:: What to work on ::
Extract each line from the entries below that has the string "stream" in it.

:: Material provided ::
++++++++++
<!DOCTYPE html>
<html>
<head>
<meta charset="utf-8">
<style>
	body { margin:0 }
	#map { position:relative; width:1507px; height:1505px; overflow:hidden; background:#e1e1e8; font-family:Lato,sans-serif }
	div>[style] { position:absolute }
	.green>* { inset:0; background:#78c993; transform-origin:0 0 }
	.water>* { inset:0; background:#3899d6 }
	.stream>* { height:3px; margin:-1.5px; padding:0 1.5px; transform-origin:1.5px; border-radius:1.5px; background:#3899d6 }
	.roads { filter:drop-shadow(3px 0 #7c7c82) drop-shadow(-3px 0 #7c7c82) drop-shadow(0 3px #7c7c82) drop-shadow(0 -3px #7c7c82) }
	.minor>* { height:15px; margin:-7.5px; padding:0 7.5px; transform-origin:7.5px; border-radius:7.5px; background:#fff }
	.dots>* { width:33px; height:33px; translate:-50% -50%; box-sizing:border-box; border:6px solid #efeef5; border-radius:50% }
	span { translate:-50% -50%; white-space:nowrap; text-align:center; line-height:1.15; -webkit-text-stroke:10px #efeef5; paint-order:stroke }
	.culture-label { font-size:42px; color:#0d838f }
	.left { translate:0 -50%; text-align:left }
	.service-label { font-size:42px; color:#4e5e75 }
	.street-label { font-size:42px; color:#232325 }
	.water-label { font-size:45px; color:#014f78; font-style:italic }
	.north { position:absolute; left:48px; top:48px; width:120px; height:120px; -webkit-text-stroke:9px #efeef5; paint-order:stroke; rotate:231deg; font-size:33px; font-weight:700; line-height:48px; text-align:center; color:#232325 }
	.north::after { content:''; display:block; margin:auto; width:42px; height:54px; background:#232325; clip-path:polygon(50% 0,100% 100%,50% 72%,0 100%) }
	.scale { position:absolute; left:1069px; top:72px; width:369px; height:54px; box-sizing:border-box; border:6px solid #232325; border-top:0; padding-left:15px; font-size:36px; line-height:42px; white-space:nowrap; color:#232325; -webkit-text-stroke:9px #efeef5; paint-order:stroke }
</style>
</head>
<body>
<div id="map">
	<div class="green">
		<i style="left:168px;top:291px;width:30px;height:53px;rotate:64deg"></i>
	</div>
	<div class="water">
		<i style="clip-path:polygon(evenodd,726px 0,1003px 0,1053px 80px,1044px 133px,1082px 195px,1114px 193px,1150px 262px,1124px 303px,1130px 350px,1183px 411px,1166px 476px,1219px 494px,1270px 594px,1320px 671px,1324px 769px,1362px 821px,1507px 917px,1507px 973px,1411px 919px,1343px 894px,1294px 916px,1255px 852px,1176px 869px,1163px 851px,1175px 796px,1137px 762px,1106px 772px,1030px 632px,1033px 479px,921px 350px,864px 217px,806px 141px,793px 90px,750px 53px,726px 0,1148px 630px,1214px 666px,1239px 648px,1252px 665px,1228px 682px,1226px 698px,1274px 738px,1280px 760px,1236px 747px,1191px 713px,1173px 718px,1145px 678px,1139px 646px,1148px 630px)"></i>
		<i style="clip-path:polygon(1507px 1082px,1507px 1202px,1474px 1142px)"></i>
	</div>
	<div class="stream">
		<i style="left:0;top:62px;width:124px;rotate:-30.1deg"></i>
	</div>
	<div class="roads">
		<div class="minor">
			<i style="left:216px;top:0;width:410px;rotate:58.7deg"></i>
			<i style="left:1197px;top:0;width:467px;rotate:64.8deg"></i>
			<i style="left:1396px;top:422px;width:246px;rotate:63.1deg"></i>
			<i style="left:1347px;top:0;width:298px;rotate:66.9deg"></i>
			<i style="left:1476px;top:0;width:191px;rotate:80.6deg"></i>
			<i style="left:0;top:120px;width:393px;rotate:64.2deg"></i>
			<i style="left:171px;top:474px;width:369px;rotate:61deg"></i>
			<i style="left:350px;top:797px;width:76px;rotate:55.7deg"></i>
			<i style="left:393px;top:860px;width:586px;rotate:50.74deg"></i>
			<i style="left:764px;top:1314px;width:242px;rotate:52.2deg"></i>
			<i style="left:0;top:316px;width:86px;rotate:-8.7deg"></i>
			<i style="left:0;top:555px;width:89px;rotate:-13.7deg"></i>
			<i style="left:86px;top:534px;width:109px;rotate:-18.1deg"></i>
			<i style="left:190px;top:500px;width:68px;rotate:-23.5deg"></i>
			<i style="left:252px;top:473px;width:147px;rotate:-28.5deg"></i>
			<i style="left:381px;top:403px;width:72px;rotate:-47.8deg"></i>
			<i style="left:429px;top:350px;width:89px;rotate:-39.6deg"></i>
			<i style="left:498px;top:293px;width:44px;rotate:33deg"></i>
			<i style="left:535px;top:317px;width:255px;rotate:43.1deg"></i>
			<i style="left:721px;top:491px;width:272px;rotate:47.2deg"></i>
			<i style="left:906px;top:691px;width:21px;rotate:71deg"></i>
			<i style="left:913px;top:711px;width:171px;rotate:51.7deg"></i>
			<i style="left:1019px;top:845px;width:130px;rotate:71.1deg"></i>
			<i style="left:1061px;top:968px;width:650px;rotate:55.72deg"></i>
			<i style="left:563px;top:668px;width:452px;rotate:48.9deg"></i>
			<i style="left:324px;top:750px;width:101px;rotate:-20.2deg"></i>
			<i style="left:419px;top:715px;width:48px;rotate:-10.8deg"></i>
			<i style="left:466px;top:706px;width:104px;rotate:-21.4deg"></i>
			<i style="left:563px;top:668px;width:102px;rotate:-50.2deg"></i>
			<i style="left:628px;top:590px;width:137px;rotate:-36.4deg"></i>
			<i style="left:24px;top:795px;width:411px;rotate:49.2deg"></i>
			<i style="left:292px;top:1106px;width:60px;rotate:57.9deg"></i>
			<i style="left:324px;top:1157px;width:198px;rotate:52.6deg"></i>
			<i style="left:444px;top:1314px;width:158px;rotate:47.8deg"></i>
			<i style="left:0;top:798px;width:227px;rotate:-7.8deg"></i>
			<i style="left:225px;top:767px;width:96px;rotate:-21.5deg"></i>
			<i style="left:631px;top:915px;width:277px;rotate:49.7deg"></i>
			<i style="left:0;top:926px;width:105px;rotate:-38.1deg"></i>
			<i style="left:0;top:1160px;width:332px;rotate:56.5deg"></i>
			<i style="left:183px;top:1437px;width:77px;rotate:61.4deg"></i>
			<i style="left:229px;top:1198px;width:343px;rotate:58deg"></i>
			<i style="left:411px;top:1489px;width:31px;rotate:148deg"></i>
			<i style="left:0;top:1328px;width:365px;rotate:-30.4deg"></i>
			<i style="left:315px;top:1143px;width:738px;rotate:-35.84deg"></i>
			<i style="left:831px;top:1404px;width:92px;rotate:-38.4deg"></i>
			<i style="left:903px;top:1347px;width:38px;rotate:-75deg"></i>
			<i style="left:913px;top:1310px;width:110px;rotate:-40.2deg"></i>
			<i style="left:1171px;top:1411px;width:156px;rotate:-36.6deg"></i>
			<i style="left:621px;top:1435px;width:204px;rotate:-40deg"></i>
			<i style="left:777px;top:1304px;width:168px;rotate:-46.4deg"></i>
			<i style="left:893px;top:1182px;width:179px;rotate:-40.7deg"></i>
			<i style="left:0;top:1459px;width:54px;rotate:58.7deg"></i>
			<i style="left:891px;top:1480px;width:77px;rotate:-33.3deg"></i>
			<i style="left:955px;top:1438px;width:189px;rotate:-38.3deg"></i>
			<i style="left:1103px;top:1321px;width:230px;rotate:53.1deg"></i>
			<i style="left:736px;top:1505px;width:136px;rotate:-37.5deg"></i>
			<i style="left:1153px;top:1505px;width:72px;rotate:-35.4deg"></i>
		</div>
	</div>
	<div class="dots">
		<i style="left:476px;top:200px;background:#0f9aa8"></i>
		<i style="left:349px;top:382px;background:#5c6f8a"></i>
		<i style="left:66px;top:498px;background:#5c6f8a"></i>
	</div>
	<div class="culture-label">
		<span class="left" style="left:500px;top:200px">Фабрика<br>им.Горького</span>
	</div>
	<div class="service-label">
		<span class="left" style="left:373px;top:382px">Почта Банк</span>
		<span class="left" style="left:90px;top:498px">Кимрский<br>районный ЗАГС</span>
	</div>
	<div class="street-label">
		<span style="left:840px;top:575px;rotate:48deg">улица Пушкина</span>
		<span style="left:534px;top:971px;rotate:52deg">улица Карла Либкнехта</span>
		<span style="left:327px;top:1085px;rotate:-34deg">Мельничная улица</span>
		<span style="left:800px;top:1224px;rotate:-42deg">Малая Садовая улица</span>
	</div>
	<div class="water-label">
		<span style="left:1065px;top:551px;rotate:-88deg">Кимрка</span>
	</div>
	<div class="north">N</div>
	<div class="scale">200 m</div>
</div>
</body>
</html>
++++++++++
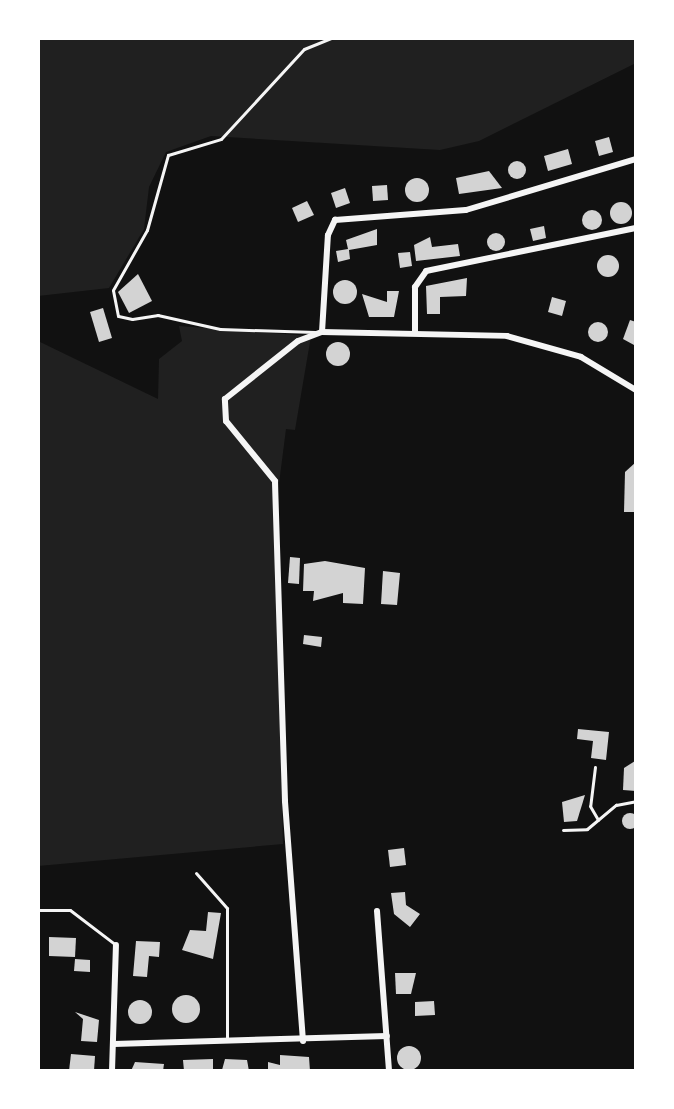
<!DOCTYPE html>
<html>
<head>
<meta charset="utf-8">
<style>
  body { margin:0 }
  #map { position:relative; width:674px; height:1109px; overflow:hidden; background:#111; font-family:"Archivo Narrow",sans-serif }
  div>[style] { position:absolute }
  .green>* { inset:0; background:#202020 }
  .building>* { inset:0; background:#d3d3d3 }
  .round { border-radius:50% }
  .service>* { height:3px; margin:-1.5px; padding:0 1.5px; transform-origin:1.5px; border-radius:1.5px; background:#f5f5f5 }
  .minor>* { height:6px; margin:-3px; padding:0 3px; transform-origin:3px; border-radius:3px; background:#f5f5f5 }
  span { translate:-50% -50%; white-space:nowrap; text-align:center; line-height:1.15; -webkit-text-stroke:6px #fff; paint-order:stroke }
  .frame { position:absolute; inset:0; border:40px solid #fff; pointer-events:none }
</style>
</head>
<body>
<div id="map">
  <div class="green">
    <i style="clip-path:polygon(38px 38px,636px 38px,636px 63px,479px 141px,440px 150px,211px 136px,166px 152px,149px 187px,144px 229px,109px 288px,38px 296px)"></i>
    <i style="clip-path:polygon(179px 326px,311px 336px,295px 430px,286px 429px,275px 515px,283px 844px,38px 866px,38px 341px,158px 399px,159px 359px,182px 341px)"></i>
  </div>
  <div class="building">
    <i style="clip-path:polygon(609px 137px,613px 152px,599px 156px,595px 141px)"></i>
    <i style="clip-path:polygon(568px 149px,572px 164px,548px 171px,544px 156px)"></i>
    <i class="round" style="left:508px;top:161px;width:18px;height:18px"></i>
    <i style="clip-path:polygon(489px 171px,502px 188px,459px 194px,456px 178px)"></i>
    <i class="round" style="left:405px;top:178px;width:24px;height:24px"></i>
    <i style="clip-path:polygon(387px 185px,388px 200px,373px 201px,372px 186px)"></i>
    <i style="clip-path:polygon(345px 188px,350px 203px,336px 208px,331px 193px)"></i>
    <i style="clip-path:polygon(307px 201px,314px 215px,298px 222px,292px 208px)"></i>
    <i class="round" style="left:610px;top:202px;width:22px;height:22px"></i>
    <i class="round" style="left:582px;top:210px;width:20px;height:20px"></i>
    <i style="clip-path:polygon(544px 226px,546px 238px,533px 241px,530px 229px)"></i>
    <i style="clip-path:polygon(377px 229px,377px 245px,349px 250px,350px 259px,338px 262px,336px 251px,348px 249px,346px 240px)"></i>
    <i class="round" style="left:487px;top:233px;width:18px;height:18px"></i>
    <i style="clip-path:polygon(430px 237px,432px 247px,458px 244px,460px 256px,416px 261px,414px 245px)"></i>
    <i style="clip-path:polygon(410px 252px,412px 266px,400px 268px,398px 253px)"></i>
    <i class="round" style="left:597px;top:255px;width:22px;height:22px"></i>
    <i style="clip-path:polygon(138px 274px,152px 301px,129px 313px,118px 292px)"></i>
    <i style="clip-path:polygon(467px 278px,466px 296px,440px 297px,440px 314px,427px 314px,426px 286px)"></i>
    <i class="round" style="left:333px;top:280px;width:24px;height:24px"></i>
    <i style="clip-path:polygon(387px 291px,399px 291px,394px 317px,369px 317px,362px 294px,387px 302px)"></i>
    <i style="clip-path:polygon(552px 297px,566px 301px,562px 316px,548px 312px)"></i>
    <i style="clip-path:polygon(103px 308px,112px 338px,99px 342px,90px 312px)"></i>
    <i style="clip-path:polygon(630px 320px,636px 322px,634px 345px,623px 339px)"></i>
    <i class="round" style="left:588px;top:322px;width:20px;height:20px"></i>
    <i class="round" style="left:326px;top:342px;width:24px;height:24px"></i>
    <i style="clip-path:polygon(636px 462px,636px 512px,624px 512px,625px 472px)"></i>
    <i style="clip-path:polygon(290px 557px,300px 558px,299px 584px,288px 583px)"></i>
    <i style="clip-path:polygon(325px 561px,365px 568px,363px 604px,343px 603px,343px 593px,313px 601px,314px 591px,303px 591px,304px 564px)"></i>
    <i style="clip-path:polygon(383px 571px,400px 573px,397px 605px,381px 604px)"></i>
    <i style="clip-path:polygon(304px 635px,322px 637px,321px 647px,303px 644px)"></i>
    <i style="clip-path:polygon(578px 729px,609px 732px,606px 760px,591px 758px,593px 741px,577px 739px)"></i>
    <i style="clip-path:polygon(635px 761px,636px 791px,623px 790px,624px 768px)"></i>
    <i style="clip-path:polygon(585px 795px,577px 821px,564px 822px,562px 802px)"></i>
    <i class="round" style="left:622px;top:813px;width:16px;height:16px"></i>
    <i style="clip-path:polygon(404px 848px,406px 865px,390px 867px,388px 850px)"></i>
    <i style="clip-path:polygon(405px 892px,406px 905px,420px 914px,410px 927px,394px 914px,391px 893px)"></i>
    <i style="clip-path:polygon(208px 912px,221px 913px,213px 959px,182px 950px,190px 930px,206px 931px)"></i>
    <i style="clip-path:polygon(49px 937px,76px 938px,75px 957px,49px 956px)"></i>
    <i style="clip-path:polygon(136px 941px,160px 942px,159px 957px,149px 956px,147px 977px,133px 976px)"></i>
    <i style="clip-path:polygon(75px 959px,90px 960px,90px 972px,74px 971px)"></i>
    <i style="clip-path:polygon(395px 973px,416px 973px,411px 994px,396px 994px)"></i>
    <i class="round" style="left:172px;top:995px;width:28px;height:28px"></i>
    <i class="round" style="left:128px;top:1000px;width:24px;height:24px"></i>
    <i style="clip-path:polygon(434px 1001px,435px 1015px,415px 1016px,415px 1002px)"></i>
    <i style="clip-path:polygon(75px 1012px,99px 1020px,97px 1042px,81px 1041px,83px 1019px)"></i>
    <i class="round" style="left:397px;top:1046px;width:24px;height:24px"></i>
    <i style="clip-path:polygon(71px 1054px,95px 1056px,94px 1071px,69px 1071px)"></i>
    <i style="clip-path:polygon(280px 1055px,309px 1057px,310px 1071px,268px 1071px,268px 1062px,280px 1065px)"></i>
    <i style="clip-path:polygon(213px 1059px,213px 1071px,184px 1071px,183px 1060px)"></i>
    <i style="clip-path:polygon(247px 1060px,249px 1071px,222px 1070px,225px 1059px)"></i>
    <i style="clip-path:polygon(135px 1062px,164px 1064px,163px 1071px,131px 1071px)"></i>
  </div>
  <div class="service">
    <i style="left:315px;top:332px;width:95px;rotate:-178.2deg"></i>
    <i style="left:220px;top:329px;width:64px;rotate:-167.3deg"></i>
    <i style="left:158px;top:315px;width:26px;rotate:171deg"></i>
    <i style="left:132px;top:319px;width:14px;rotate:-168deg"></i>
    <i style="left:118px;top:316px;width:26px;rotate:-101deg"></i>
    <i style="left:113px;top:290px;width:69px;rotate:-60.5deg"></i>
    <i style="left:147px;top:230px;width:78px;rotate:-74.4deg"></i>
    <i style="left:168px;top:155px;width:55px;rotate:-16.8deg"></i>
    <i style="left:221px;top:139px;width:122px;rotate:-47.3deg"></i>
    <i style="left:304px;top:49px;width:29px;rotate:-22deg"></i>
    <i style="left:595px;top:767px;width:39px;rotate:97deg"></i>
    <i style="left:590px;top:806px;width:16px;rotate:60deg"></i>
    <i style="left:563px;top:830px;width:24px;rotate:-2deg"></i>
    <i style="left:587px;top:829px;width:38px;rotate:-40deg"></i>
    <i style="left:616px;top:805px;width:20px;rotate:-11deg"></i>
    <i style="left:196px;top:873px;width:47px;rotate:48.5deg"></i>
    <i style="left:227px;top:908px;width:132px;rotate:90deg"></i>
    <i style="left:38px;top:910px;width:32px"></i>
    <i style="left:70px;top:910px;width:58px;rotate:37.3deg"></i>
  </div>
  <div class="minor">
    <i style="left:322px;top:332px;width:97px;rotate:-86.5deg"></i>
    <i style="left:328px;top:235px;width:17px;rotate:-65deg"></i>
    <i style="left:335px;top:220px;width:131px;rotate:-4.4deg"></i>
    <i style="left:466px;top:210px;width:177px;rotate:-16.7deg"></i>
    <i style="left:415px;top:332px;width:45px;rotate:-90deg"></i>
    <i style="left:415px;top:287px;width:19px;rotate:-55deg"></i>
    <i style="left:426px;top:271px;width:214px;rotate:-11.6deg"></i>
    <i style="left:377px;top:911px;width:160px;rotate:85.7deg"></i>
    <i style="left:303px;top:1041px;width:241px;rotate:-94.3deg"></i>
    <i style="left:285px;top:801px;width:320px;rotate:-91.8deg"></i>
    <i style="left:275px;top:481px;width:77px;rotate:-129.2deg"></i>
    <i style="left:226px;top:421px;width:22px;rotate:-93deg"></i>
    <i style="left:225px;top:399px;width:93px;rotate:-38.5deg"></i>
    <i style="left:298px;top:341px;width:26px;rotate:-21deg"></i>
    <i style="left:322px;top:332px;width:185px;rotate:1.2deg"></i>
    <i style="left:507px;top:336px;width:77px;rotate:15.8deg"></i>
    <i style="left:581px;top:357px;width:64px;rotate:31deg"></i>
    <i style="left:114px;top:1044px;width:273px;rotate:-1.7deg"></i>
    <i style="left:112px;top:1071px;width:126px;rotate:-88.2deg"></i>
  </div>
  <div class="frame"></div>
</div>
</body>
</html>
++++++++++
:: Your solution ::
	.stream>* { height:3px; margin:-1.5px; padding:0 1.5px; transform-origin:1.5px; border-radius:1.5px; background:#3899d6 }
	<div class="stream">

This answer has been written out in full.